「あぁ!!!もういいよ!!!僕はね、今度こそ上手くやるから!!!!歌い手になって皆を見返してやるんだから!!!!」
そう勇気はありったけの工具を俺達に投げ捨て追い出された。
無理やりここは連れ出せばよかったのだろうが、歌い手とやらの活動をする機械を壊しそうで困難だった。
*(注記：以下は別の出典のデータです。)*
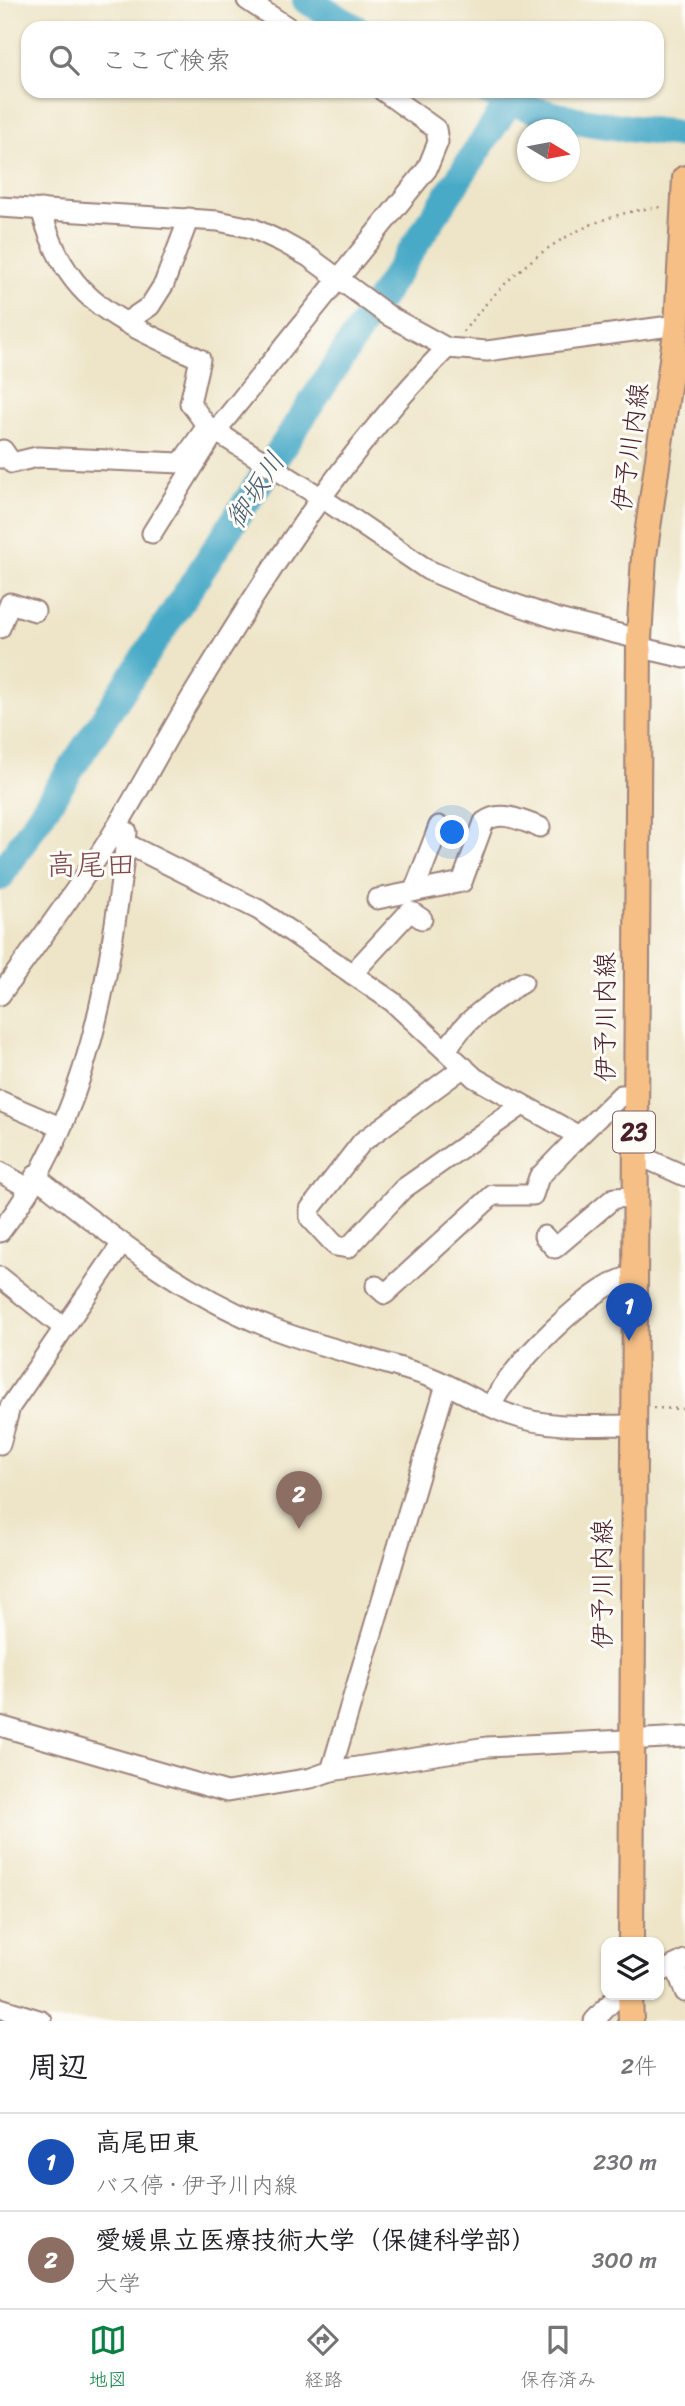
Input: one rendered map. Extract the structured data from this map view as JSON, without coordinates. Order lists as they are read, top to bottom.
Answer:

勇気の趣味を今度こそ奪ってしまえば、本当に殺されそうというかーーーー。
「ワイ、あんな目が血走ったーーー殺意に満ちた生徒ーーー見たことない………。苦しんでんのか………?アイツは………」
あまりの惨さに、同情するしか無かった。
「俺達の力不足でお力になれず………すみません。また後日連絡いたします」
必死に背中を擦っていた、松坂と合流しお母さんと話して結果がこれ。
頭を下げて、俺達は泣く泣く帰ることになってしまった。
「ワイら………教師失格やったんやな。思い知ったわ。馬鹿みたいや」
「………そんな事言わないでよ。どうしたらいいか………分からなくなるじゃないか………」
「二人とも、少し静かにしてくれ」
真っ赤な夕日が、俺達を漬け込む中。
勇気の家を背に、暫く歩いた。
すると歌が、耳に染み込んだ。
それは透き通るような、聴くものすべてをも包み込むような優しい歌が。